Report back every line from the entries below in which the word "controls" occurs.

● ● ● ● ●

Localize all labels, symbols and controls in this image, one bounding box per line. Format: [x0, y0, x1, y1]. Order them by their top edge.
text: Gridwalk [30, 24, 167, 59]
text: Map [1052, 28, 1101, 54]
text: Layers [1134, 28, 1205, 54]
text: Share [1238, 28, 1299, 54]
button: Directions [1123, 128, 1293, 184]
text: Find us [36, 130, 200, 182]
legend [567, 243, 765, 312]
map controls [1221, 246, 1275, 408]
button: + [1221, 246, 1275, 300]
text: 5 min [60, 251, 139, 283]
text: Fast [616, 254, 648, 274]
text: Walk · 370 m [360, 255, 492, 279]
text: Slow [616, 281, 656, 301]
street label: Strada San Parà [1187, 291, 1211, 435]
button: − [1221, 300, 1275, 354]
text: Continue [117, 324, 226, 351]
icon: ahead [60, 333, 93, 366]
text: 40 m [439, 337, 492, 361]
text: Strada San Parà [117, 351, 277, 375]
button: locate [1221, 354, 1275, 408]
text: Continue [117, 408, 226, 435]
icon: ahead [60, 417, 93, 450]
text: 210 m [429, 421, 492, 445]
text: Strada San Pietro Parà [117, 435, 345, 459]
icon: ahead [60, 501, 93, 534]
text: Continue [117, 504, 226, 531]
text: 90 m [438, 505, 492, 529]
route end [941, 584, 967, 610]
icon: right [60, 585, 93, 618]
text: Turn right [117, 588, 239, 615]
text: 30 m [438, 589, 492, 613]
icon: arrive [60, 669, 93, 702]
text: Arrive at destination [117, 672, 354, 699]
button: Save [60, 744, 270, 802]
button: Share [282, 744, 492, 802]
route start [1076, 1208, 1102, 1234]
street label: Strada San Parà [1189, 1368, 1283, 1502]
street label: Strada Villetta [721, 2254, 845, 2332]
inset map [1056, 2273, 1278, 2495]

● ● ● ● ●

## Expected answer
Localize all labels, symbols and controls in this image, one bounding box per line. Format: [x0, y0, x1, y1]. Order them by their top edge.
map controls [1221, 246, 1275, 408]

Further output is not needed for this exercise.